WORK TASK:
Output all of the records exactly as written.

--- INFORMATION ---

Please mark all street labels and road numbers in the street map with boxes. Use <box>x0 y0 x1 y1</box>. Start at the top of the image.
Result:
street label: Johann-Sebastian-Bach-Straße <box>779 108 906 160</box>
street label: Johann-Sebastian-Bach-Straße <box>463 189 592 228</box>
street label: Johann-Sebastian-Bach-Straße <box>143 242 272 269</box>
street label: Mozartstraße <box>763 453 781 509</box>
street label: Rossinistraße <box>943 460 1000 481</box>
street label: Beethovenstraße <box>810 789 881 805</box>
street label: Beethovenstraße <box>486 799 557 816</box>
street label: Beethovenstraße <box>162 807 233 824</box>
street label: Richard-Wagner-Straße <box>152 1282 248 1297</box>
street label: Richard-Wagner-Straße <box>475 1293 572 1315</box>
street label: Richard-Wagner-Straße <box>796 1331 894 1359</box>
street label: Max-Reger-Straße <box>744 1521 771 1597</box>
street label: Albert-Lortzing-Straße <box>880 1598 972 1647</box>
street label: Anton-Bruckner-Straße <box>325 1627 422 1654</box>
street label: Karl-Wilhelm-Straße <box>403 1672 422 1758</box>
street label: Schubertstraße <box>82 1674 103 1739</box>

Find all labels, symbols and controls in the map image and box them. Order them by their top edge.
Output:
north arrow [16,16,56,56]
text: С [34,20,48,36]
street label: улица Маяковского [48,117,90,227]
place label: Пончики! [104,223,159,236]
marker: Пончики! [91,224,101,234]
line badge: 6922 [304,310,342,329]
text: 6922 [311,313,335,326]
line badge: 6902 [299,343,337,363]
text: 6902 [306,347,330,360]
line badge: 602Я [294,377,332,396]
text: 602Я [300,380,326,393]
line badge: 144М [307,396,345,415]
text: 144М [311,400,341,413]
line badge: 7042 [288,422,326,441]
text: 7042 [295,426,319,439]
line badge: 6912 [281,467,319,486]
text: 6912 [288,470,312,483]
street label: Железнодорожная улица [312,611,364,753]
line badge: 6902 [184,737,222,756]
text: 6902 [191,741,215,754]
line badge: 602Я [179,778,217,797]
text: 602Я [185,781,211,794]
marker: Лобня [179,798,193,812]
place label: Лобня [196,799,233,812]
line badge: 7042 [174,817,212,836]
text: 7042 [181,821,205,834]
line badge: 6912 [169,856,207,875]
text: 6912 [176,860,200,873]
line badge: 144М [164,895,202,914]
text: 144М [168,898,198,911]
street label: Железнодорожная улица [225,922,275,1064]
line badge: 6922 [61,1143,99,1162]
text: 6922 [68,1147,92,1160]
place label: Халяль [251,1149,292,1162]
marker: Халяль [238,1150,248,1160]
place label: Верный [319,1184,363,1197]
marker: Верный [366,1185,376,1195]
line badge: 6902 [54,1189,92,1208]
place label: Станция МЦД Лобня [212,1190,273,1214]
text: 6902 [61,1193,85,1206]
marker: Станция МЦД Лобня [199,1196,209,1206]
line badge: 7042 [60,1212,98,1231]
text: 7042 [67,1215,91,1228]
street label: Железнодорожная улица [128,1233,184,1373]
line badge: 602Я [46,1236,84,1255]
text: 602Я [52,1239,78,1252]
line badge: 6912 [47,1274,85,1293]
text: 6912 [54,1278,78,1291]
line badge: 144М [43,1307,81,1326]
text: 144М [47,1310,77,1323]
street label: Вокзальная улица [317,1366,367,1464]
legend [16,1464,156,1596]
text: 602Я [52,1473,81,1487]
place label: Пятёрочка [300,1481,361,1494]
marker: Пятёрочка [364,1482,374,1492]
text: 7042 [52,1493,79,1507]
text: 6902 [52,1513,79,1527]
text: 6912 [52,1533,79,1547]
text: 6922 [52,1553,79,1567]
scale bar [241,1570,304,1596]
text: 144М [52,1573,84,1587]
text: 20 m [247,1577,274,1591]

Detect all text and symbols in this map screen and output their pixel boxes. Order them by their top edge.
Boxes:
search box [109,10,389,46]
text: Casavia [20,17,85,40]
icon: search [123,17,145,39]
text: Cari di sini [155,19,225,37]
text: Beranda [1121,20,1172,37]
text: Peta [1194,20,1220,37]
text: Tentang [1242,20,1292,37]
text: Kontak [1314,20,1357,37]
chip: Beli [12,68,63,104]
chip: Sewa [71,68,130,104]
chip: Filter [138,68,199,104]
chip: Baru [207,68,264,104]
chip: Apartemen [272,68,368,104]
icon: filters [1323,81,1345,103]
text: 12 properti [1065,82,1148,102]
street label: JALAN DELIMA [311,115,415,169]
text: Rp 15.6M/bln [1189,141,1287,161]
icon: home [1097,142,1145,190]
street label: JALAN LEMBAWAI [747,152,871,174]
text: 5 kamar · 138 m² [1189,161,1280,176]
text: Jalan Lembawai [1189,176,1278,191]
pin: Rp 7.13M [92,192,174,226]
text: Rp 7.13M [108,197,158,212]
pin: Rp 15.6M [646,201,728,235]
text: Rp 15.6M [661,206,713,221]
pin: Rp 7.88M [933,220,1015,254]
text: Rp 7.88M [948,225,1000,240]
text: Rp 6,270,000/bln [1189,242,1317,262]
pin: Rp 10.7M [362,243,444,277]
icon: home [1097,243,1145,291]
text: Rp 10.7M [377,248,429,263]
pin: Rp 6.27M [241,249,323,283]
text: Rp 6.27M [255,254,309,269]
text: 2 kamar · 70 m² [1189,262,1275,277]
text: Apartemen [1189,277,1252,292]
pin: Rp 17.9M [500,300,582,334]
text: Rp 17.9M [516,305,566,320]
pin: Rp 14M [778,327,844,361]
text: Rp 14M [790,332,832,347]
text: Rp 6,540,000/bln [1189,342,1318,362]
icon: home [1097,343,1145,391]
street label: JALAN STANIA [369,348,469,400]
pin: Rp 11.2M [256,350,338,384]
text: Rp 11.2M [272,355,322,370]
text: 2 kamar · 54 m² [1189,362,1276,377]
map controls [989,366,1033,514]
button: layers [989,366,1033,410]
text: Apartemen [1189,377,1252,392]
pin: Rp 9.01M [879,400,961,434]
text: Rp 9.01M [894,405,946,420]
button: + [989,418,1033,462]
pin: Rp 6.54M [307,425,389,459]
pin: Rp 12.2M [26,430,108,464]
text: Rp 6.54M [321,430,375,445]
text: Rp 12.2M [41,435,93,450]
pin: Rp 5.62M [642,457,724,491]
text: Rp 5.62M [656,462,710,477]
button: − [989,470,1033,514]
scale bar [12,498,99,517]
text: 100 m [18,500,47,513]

---

EXERCISE SOLUTION:
Please mark all street labels and road numbers in the street map with boxes. Use <box>x0 y0 x1 y1</box>. Start at the top of the image.
Result:
street label: Johann-Sebastian-Bach-Straße <box>779 108 906 160</box>
street label: Johann-Sebastian-Bach-Straße <box>463 189 592 228</box>
street label: Johann-Sebastian-Bach-Straße <box>143 242 272 269</box>
street label: Mozartstraße <box>763 453 781 509</box>
street label: Rossinistraße <box>943 460 1000 481</box>
street label: Beethovenstraße <box>810 789 881 805</box>
street label: Beethovenstraße <box>486 799 557 816</box>
street label: Beethovenstraße <box>162 807 233 824</box>
street label: Richard-Wagner-Straße <box>152 1282 248 1297</box>
street label: Richard-Wagner-Straße <box>475 1293 572 1315</box>
street label: Richard-Wagner-Straße <box>796 1331 894 1359</box>
street label: Max-Reger-Straße <box>744 1521 771 1597</box>
street label: Albert-Lortzing-Straße <box>880 1598 972 1647</box>
street label: Anton-Bruckner-Straße <box>325 1627 422 1654</box>
street label: Karl-Wilhelm-Straße <box>403 1672 422 1758</box>
street label: Schubertstraße <box>82 1674 103 1739</box>

Find all labels, symbols and controls in the map image and box them. Order them by their top edge.
Output:
north arrow [16,16,56,56]
text: С [34,20,48,36]
street label: улица Маяковского [48,117,90,227]
place label: Пончики! [104,223,159,236]
marker: Пончики! [91,224,101,234]
line badge: 6922 [304,310,342,329]
text: 6922 [311,313,335,326]
line badge: 6902 [299,343,337,363]
text: 6902 [306,347,330,360]
line badge: 602Я [294,377,332,396]
text: 602Я [300,380,326,393]
line badge: 144М [307,396,345,415]
text: 144М [311,400,341,413]
line badge: 7042 [288,422,326,441]
text: 7042 [295,426,319,439]
line badge: 6912 [281,467,319,486]
text: 6912 [288,470,312,483]
street label: Железнодорожная улица [312,611,364,753]
line badge: 6902 [184,737,222,756]
text: 6902 [191,741,215,754]
line badge: 602Я [179,778,217,797]
text: 602Я [185,781,211,794]
marker: Лобня [179,798,193,812]
place label: Лобня [196,799,233,812]
line badge: 7042 [174,817,212,836]
text: 7042 [181,821,205,834]
line badge: 6912 [169,856,207,875]
text: 6912 [176,860,200,873]
line badge: 144М [164,895,202,914]
text: 144М [168,898,198,911]
street label: Железнодорожная улица [225,922,275,1064]
line badge: 6922 [61,1143,99,1162]
text: 6922 [68,1147,92,1160]
place label: Халяль [251,1149,292,1162]
marker: Халяль [238,1150,248,1160]
place label: Верный [319,1184,363,1197]
marker: Верный [366,1185,376,1195]
line badge: 6902 [54,1189,92,1208]
place label: Станция МЦД Лобня [212,1190,273,1214]
text: 6902 [61,1193,85,1206]
marker: Станция МЦД Лобня [199,1196,209,1206]
line badge: 7042 [60,1212,98,1231]
text: 7042 [67,1215,91,1228]
street label: Железнодорожная улица [128,1233,184,1373]
line badge: 602Я [46,1236,84,1255]
text: 602Я [52,1239,78,1252]
line badge: 6912 [47,1274,85,1293]
text: 6912 [54,1278,78,1291]
line badge: 144М [43,1307,81,1326]
text: 144М [47,1310,77,1323]
street label: Вокзальная улица [317,1366,367,1464]
legend [16,1464,156,1596]
text: 602Я [52,1473,81,1487]
place label: Пятёрочка [300,1481,361,1494]
marker: Пятёрочка [364,1482,374,1492]
text: 7042 [52,1493,79,1507]
text: 6902 [52,1513,79,1527]
text: 6912 [52,1533,79,1547]
text: 6922 [52,1553,79,1567]
scale bar [241,1570,304,1596]
text: 144М [52,1573,84,1587]
text: 20 m [247,1577,274,1591]

Detect all text and symbols in this map screen and output their pixel boxes. Order them by their top edge.
Boxes:
search box [109,10,389,46]
text: Casavia [20,17,85,40]
icon: search [123,17,145,39]
text: Cari di sini [155,19,225,37]
text: Beranda [1121,20,1172,37]
text: Peta [1194,20,1220,37]
text: Tentang [1242,20,1292,37]
text: Kontak [1314,20,1357,37]
chip: Beli [12,68,63,104]
chip: Sewa [71,68,130,104]
chip: Filter [138,68,199,104]
chip: Baru [207,68,264,104]
chip: Apartemen [272,68,368,104]
icon: filters [1323,81,1345,103]
text: 12 properti [1065,82,1148,102]
street label: JALAN DELIMA [311,115,415,169]
text: Rp 15.6M/bln [1189,141,1287,161]
icon: home [1097,142,1145,190]
street label: JALAN LEMBAWAI [747,152,871,174]
text: 5 kamar · 138 m² [1189,161,1280,176]
text: Jalan Lembawai [1189,176,1278,191]
pin: Rp 7.13M [92,192,174,226]
text: Rp 7.13M [108,197,158,212]
pin: Rp 15.6M [646,201,728,235]
text: Rp 15.6M [661,206,713,221]
pin: Rp 7.88M [933,220,1015,254]
text: Rp 7.88M [948,225,1000,240]
text: Rp 6,270,000/bln [1189,242,1317,262]
pin: Rp 10.7M [362,243,444,277]
icon: home [1097,243,1145,291]
text: Rp 10.7M [377,248,429,263]
pin: Rp 6.27M [241,249,323,283]
text: Rp 6.27M [255,254,309,269]
text: 2 kamar · 70 m² [1189,262,1275,277]
text: Apartemen [1189,277,1252,292]
pin: Rp 17.9M [500,300,582,334]
text: Rp 17.9M [516,305,566,320]
pin: Rp 14M [778,327,844,361]
text: Rp 14M [790,332,832,347]
text: Rp 6,540,000/bln [1189,342,1318,362]
icon: home [1097,343,1145,391]
street label: JALAN STANIA [369,348,469,400]
pin: Rp 11.2M [256,350,338,384]
text: Rp 11.2M [272,355,322,370]
text: 2 kamar · 54 m² [1189,362,1276,377]
map controls [989,366,1033,514]
button: layers [989,366,1033,410]
text: Apartemen [1189,377,1252,392]
pin: Rp 9.01M [879,400,961,434]
text: Rp 9.01M [894,405,946,420]
button: + [989,418,1033,462]
pin: Rp 6.54M [307,425,389,459]
pin: Rp 12.2M [26,430,108,464]
text: Rp 6.54M [321,430,375,445]
text: Rp 12.2M [41,435,93,450]
pin: Rp 5.62M [642,457,724,491]
text: Rp 5.62M [656,462,710,477]
button: − [989,470,1033,514]
scale bar [12,498,99,517]
text: 100 m [18,500,47,513]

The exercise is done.